[Collected data]
◆ ◆ ◆ ◆ ◆
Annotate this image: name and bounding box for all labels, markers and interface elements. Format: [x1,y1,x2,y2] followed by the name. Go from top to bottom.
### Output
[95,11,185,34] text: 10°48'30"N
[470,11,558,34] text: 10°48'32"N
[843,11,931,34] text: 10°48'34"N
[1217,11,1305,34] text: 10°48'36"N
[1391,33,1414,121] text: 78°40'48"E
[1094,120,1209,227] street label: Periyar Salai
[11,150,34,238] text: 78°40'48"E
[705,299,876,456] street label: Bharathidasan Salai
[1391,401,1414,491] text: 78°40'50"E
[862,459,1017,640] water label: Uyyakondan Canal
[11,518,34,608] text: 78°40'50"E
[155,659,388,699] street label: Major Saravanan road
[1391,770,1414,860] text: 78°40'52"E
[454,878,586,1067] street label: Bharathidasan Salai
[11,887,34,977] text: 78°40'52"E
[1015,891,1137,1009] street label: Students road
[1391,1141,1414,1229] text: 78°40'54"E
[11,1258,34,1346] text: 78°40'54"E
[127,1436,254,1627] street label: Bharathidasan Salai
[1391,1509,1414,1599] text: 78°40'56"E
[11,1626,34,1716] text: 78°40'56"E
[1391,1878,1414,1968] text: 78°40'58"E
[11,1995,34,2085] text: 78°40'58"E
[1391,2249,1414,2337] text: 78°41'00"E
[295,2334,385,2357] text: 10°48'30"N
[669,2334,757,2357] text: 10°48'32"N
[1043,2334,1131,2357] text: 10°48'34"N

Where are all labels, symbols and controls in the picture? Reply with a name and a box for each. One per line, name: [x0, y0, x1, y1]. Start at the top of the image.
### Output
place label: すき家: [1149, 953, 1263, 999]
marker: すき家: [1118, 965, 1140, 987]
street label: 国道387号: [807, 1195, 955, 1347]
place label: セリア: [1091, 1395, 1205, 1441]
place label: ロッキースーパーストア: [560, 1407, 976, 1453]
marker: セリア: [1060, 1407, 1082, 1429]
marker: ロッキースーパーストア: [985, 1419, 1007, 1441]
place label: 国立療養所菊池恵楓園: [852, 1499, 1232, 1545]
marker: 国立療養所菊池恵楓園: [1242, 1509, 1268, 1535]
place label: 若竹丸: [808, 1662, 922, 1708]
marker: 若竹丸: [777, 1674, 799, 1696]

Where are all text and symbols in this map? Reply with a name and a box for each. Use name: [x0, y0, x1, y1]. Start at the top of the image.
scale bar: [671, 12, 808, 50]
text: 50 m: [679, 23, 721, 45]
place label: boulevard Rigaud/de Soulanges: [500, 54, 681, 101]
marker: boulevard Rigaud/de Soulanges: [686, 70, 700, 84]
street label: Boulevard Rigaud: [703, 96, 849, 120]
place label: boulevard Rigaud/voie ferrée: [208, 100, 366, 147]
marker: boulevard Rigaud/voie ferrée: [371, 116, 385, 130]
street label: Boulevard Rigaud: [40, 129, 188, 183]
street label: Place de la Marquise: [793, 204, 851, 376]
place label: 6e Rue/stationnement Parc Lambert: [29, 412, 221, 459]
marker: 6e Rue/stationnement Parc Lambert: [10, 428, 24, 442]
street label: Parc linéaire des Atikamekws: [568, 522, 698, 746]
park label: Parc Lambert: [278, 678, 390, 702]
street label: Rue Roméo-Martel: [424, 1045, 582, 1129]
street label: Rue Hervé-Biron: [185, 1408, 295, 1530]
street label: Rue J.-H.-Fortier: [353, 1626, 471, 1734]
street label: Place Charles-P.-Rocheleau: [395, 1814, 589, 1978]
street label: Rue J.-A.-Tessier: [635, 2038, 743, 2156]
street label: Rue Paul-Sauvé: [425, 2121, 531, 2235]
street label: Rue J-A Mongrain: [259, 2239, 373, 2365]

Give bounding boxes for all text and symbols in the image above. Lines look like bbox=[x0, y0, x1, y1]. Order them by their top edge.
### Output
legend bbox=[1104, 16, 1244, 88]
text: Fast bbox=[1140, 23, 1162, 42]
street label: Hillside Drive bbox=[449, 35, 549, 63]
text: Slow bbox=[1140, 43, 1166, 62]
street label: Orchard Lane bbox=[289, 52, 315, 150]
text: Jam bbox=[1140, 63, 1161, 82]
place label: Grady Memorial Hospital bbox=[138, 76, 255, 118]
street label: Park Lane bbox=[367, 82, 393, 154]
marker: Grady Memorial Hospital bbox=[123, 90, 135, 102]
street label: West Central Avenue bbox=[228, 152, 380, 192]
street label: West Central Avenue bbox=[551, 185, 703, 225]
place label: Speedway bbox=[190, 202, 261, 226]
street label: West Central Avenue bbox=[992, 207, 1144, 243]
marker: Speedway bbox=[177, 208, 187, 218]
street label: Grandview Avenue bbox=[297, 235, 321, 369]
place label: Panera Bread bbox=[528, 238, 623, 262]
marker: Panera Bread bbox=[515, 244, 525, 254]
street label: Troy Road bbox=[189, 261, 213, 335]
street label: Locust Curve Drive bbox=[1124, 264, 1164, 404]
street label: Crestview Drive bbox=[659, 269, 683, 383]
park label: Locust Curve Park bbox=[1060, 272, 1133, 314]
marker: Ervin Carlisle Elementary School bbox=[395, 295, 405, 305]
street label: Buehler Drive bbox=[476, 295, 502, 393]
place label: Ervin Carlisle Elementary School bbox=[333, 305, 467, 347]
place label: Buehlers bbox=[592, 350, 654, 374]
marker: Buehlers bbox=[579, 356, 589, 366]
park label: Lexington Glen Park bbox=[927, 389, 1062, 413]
◆ ◆ ◆ ◆ ◆
## EXERCISE INSTRUCTIONS
State how many lines of the data contain the word "Drive". Nothing besides the number belongs in the reply.

## EXPECTED ANSWER
4